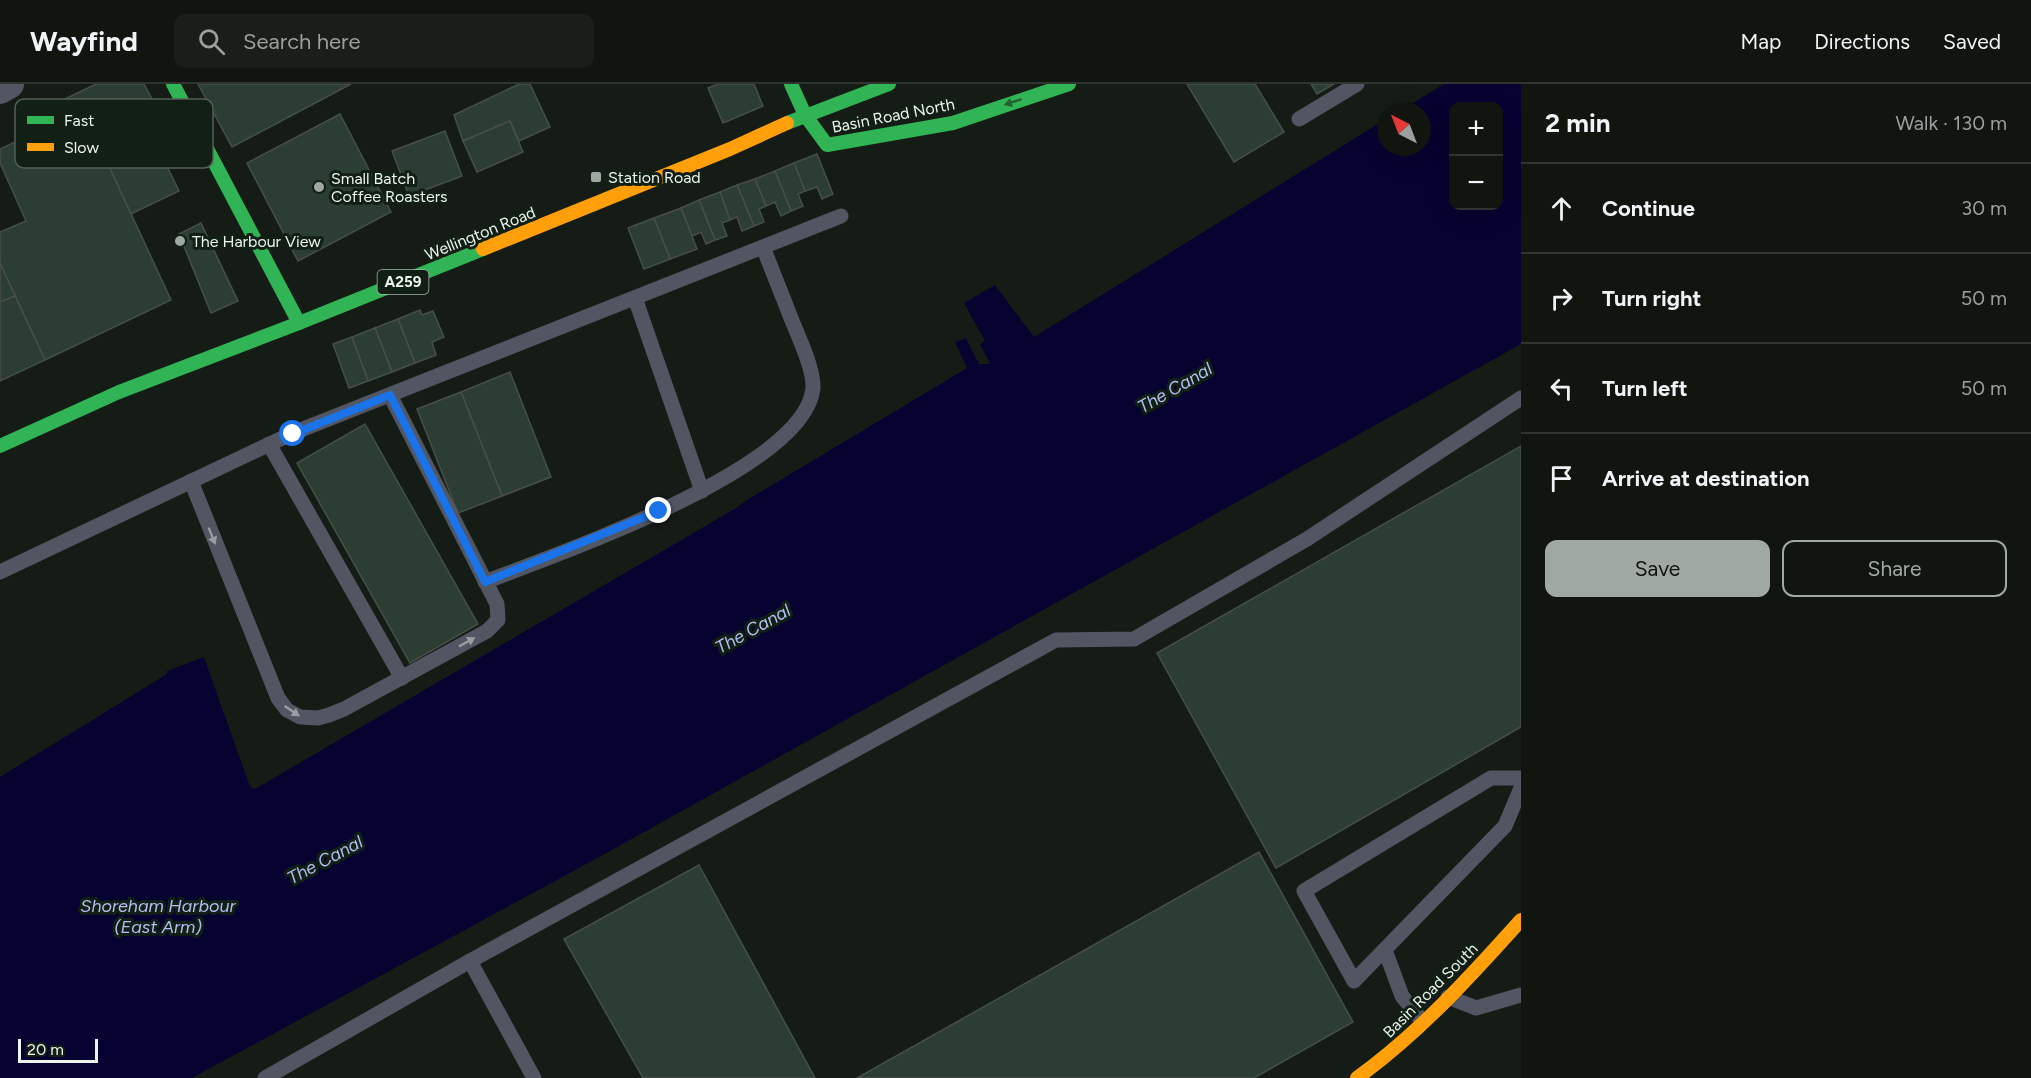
<!DOCTYPE html>
<meta charset="utf-8">
<style>
:root{--surface:#101510;--page:#191e19;--text:#f1f3f6;--muted:#9c9f9f;--line:#303430;--accent:#a0a8a2}
body{margin:0;font-family:Figtree,sans-serif;background:var(--page);color:var(--text)}
.controls{position:absolute;right:18px;top:18px;display:grid;overflow:hidden;border-radius:12px;box-shadow:0 6px 24px #0002}
.controls button{width:54px;height:54px;display:grid;place-items:center;padding:0;border:0;border-bottom:2px solid var(--line);background:var(--surface);color:var(--text);font:30px sans-serif}
.compass{position:absolute;left:1377px;top:18px;width:54px;height:54px;border-radius:50%;background:var(--surface);box-shadow:0 6px 24px #0002;rotate:318deg}
.scale{position:absolute;left:18px;bottom:15px;width:80px;box-sizing:border-box;padding-left:6px;border:3px solid #ebf4ed;border-top:0;font-size:16px;line-height:21px;white-space:nowrap;color:#ebf4ed;-webkit-text-stroke:4px #121f15;paint-order:stroke}
.stop{position:absolute;width:18px;height:18px;margin:-14px;border:4px solid #1a73e8;border-radius:50%;background:#fff}
.stop.end{background:#1a73e8;border-color:#fff;box-shadow:0 2px 6px #0008}
.list{margin:0;padding:0;list-style:none}
h2{display:flex;justify-content:space-between;align-items:center;height:78px;margin:0;padding:0 24px;font-size:26px}
h2 small{font-size:20px;font-weight:400;color:var(--muted)}
.list li{display:grid;grid-template-columns:39px 1fr auto;gap:18px;align-items:center;box-sizing:border-box;height:90px;padding:0 24px;border-top:2px solid var(--line)}
.list b{display:block;font-size:22px;white-space:nowrap}
.list em{font-size:20px;font-style:normal;color:var(--muted)}
.actions{display:flex;gap:12px;padding:18px 24px}
.actions a{flex:1;padding:14px 0;border:2px solid var(--accent);border-radius:12px;text-align:center;font-size:21px;color:var(--accent)}
.actions .main{background:var(--accent);color:#111}
.icon{flex:none;width:33px;height:33px;fill:none;stroke:currentColor;stroke-width:2;stroke-linecap:round;stroke-linejoin:round}
.map{position:relative;flex:none;width:1521px;height:994px;overflow:hidden}
header{display:flex;align-items:center;gap:36px;box-sizing:border-box;height:84px;padding:0 30px;background:var(--surface);border-bottom:2px solid var(--line)}
header strong{font-size:28px}
nav{display:flex;gap:33px;margin-inline-start:auto;font-size:21px}
.search{width:420px;height:54px;background:var(--page);display:flex;align-items:center;gap:15px;box-sizing:border-box;padding:0 21px;border-radius:12px;color:var(--muted);font-size:22px}
main{display:flex}
aside{flex:1;background:var(--surface)}
.map>svg:first-child{display:block}
</style>
<header>
<strong>Wayfind</strong>
<div class="search"><svg class="icon" aria-label="search" viewBox="0 0 24 24"><circle cx="10" cy="10" r="6"/><path d="M15 15l6 6"/></svg>Search here</div>
<nav><a>Map</a><a>Directions</a><a>Saved</a></nav>
</header>
<main>
<div class="map">
<svg width="1521" height="994" viewBox="0 0 1521 994">
<rect width="100%" height="100%" fill="#151c16"/>
<path fill="#070331" fill-rule="evenodd" d="M 1444,0 L 1521,0 L 1521,260 L 601,772 L 192,994 L 0,994 L 0,693 L 167,590 L 167,587 L 204,573 L 249,700 L 252,704 L 255,705 L 738,423 L 742,419 L 967,284 L 955,258 L 966,254 L 979,280 L 990,280 L 980,260 L 985,257 L 964,219 L 995,201 L 1034,253 L 1386,35 L 1386,63 L 1422,63 L 1422,27 L 1400,27 ZM 1454,22 L 1498,22 L 1498,122 L 1454,122 Z"/>
<g fill="#2c3d33" stroke="#484e49" stroke-width="1.5">
<path d="M 96,0 L 144,0 L 171,51 L 109,82 L 171,216 L 45,276 L 0,179 L 0,148 L 26,137 L 0,79 L 0,65 L 24,54 L 17,38 Z"/>
<path d="M 198,0 L 351,0 L 232,63 Z"/>
<path d="M 519,0 L 530,0 L 550,43 L 519,57 L 510,37 L 463,57 L 454,31 Z"/>
<path d="M 754,0 L 763,22 L 723,39 L 708,4 L 718,0 Z"/>
<path d="M 1187,0 L 1255,0 L 1284,48 L 1234,78 Z"/>
<path d="M 1311,0 L 1334,0 L 1317,10 Z"/>
<path d="M 340,30 L 391,128 L 298,177 L 247,79 Z"/>
<path d="M 510,37 L 523,68 L 477,88 L 463,57 Z"/>
<path d="M 445,47 L 462,92 L 409,112 L 392,67 Z"/>
<path d="M 156,60 L 179,107 L 131,130 L 109,82 Z"/>
<path d="M 817,70 L 833,110 L 822,115 L 817,103 L 805,107 L 794,79 Z"/>
<path d="M 794,79 L 805,107 L 798,110 L 803,122 L 791,127 L 775,87 Z"/>
<path d="M 775,87 L 791,127 L 781,132 L 775,118 L 766,122 L 755,95 Z"/>
<path d="M 755,95 L 766,122 L 759,125 L 764,138 L 754,142 L 737,101 Z"/>
<path d="M 737,101 L 754,142 L 742,147 L 737,133 L 730,136 L 720,108 Z"/>
<path d="M 720,108 L 730,136 L 722,139 L 727,152 L 715,156 L 699,116 Z"/>
<path d="M 699,116 L 715,156 L 706,160 L 701,148 L 692,152 L 681,124 Z"/>
<path d="M 681,124 L 697,165 L 670,175 L 654,134 Z"/>
<path d="M 654,134 L 670,175 L 644,185 L 628,144 Z"/>
<path d="M 201,139 L 238,217 L 211,229 L 179,150 Z"/>
<path d="M 0,179 L 15,212 L 0,218 Z"/>
<path d="M 15,212 L 45,276 L 0,297 L 0,218 Z"/>
<path d="M 420,226 L 422,231 L 433,227 L 444,253 L 432,258 L 436,271 L 415,279 L 398,235 Z"/>
<path d="M 398,235 L 415,279 L 392,288 L 375,244 Z"/>
<path d="M 375,244 L 392,288 L 368,297 L 352,253 Z"/>
<path d="M 352,253 L 368,297 L 349,304 L 333,260 Z"/>
<path d="M 510,288 L 551,393 L 502,412 L 461,308 Z"/>
<path d="M 461,308 L 502,412 L 458,429 L 417,325 Z"/>
<path d="M 365,340 L 478,540 L 410,579 L 297,379 Z"/>
<path d="M 1521,362 L 1521,643 L 1276,784 L 1157,569 Z"/>
<path d="M 1259,768 L 1353,938 L 1254,994 L 857,994 Z"/>
<path d="M 699,781 L 815,994 L 643,994 L 564,855 Z"/>
</g>
<g fill="none" stroke-linecap="round" stroke-linejoin="round">
<g stroke="#525662" stroke-width="15">
<path d="M 1299,35 L 1357,0"/>
<path d="M 635,214 L 702,407"/>
<path d="M 269,360 L 402,594"/>
<path d="M 191,397 L 278,614 L 287,626 L 300,633 L 318,634 L 329,631 L 344,625 L 487,547 L 498,536 L 497,520 L 390,311"/>
<path d="M 0,488 L 293,349 L 841,132"/>
<path d="M 485,498 C 554,471 806,385 813,304 C 814,286 800,256 793,239 C 783,214 773,188 763,163"/>
<path d="M 1521,694 L 1491,694 L 1304,807 L 1354,897 L 1505,742 L 1521,704"/>
<path d="M 1385,866 L 1402,912 L 1423,938"/>
<path d="M 1448,913 L 1476,924 L 1521,911"/>
<path d="M 265,994 L 470,877"/>
<path d="M 534,994 L 470,877 L 1056,556 L 1134,555 L 1307,455 L 1521,314"/>
</g>
<path stroke="#525662" stroke-width="30" d="M 0,5 L 9,0"/>
<g stroke="#30b455" stroke-width="14">
<path d="M 173,0 L 299,239"/>
<path d="M 791,0 L 805,31 L 827,61 L 953,39 L 1069,0"/>
<path d="M 787,39 L 889,0"/>
<path d="M 0,362 L 119,308 L 299,239 L 483,165"/>
</g>
<g stroke="#ff9f0a" stroke-width="14">
<path d="M 483,165 L 730,65 L 787,39"/>
<path d="M 1357,994 C 1419,949 1470,893 1521,836"/>
</g>
</g>
<defs><path id="oneway-solid" d="M-6-.8H1V-3.2L6.5 0L1 3.2V.8H-6Z" transform="scale(1.5)"/></defs>
<use fill="#206232" href="#oneway-solid" transform="translate(1013 18) rotate(162)"/>
<g fill="#979da1">
<use href="#oneway-solid" transform="translate(212 452) rotate(68)"/>
<use href="#oneway-solid" transform="translate(467 558) rotate(-29)"/>
<use href="#oneway-solid" transform="translate(292 627) rotate(34)"/>
</g>
<g fill="none" stroke-linecap="round" stroke-linejoin="round">
<path stroke="#1a73e8" stroke-width="8" d="M 293,350 L 390,311 L 485,498 L 659,427"/>
</g>
<g fill="#a0a8a2" stroke="#121f15" stroke-width="2">
<rect x="590" y="87" width="12" height="12" rx="3"/>
<circle cx="319" cy="103" r="6"/>
<circle cx="180" cy="157" r="6"/>
</g>
<g text-anchor="middle" stroke-width="6" stroke-linejoin="round" paint-order="stroke">
<rect fill="#121f15" stroke="#aab4ac" stroke-width="1.5" x="377.5" y="186" width="51" height="24" rx="4.5"/>
<g font-size="15" font-weight="bold" fill="#ebf4ed">
<text x="403" y="203">A259</text>
</g>
<g font-size="16" fill="#ebf4ed" stroke="#121f15">
<text transform="translate(893 31) rotate(-11)" y="6">Basin Road North</text>
<text transform="translate(480 149) rotate(-22)" y="6">Wellington Road</text>
<text transform="translate(1430 906) rotate(-45)" y="6">Basin Road South</text>
</g>
<g font-size="16" fill="#ebf4ed" stroke="#121f15" text-anchor="start">
<text x="608" y="99">Station Road</text>
<text x="331" y="100">Small Batch<tspan x="331" dy="18">Coffee Roasters</tspan></text>
<text x="192" y="163">The Harbour View</text>
</g>
<g font-size="18" font-style="italic" fill="#b1bdf3" stroke="#121f15">
<text transform="translate(1175 304) rotate(-30)" y="6">The Canal</text>
<text transform="translate(753 545) rotate(-29)" y="6">The Canal</text>
<text transform="translate(325 776) rotate(-28)" y="6">The Canal</text>
<text x="158" y="828">Shoreham Harbour<tspan x="158" dy="21">(East Arm)</tspan></text>
</g>
</g>
<rect x="15" y="15" width="198" height="69" rx="9" fill="#121f15" stroke="#535f56" stroke-width="1.5"/>
<rect x="27" y="32" width="27" height="8" fill="#30b455"/>
<rect x="27" y="59" width="27" height="8" fill="#ff9f0a"/>
<g font-size="16" fill="#ebf4ed">
<text x="64" y="42">Fast</text>
<text x="64" y="69">Slow</text>
</g>
</svg>
<div class="controls">
<button>+</button>
<button>−</button>
</div>
<svg class="compass" viewBox="-18 -18 36 36"><path d="M0-13l5 13h-10z" fill="#e53935"/><path d="M0 13l5-13h-10z" fill="#9c9f9f"/></svg>
<div class="scale">20 m</div>
<div class="stop" style="left:293px;top:350px"></div>
<div class="stop end" style="left:659px;top:427px"></div>
</div>
<aside>
<h2>2 min<small>Walk · 130 m</small></h2>
<ul class="list">
<li><svg class="icon" aria-label="ahead" viewBox="0 0 24 24"><path d="M12 20V5M6 11l6-6 6 6"/></svg><div><b>Continue</b></div><em>30 m</em></li>
<li><svg class="icon" aria-label="right" viewBox="0 0 24 24"><path d="M7 20v-9h11M14 6l5 5-5 5"/></svg><div><b>Turn right</b></div><em>50 m</em></li>
<li><svg class="icon" aria-label="left" viewBox="0 0 24 24"><path d="M17 20v-9H6M10 6l-5 5 5 5"/></svg><div><b>Turn left</b></div><em>50 m</em></li>
<li><svg class="icon" aria-label="arrive" viewBox="0 0 24 24"><path d="M6 21V4h12l-3 4 3 4H6"/></svg><div><b>Arrive at destination</b></div></li>
</ul>
<div class="actions"><a class="main">Save</a><a>Share</a></div>
</aside>
</main>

______

PROBLEM REQUIREMENTS: If a line in the records contains the word "paint", copy it out.

TASK RESULT:
.scale{position:absolute;left:18px;bottom:15px;width:80px;box-sizing:border-box;padding-left:6px;border:3px solid #ebf4ed;border-top:0;font-size:16px;line-height:21px;white-space:nowrap;color:#ebf4ed;-webkit-text-stroke:4px #121f15;paint-order:stroke}
<g text-anchor="middle" stroke-width="6" stroke-linejoin="round" paint-order="stroke">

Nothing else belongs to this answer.